*Data listing*

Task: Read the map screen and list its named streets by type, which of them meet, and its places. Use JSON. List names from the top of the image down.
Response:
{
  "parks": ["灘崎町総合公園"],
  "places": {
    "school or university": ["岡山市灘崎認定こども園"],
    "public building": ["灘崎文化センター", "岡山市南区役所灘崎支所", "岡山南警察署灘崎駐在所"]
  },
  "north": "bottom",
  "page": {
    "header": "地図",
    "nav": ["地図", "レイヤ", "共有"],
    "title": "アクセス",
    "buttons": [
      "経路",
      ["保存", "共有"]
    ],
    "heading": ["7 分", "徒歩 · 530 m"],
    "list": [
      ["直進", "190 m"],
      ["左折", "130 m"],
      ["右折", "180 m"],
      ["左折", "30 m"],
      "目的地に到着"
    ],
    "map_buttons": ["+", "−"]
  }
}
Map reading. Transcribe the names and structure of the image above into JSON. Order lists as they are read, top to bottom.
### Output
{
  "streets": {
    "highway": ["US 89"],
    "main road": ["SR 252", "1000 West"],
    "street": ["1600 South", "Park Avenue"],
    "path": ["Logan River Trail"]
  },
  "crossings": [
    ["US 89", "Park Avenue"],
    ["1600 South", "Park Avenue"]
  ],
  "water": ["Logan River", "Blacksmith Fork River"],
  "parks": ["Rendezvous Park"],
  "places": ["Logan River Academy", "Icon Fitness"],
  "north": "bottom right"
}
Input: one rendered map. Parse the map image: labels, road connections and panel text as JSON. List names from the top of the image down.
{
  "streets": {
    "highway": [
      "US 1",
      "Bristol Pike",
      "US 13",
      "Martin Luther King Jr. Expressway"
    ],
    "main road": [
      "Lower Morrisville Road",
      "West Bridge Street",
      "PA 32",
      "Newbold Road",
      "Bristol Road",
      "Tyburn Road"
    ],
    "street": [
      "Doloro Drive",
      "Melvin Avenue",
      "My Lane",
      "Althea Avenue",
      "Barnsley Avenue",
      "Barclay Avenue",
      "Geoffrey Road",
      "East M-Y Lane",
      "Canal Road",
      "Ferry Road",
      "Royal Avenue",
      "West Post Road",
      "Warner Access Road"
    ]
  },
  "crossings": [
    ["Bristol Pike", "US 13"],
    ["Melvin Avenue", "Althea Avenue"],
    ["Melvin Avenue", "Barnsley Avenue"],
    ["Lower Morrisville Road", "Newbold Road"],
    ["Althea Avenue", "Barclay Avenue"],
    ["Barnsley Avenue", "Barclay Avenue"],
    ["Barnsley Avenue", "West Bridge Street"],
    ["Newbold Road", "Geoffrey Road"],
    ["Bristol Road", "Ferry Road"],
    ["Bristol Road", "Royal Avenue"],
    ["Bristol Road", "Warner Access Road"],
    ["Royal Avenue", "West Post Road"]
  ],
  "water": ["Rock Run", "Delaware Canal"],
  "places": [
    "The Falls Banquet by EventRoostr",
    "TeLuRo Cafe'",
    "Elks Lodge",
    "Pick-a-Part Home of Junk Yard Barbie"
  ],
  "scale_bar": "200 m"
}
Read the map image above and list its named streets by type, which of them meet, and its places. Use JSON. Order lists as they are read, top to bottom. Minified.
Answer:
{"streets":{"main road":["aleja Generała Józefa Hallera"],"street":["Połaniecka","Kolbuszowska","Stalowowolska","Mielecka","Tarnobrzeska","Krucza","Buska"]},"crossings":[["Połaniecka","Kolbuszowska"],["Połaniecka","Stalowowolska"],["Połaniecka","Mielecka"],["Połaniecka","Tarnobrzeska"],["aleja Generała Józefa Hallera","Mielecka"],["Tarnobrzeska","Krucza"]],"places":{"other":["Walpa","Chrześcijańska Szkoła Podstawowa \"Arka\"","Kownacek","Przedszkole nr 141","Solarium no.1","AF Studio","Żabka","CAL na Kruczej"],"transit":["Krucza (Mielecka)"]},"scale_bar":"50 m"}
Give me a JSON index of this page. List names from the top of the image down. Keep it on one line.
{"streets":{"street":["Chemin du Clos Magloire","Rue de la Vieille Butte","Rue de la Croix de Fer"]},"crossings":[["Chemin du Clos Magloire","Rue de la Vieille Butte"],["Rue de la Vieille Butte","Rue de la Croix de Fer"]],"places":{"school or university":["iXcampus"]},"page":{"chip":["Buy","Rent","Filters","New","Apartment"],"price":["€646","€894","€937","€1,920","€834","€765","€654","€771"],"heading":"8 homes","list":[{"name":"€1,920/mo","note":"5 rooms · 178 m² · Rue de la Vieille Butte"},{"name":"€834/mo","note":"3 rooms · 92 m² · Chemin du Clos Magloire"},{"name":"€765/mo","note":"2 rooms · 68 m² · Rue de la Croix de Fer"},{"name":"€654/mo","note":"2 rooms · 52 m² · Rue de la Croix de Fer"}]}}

*Task objective*
What lines above hold the word "meet"? List them all.

*Result of this task*
Task: Read the map screen and list its named streets by type, which of them meet, and its places. Use JSON. List names from the top of the image down.
Read the map image above and list its named streets by type, which of them meet, and its places. Use JSON. Order lists as they are read, top to bottom. Minified.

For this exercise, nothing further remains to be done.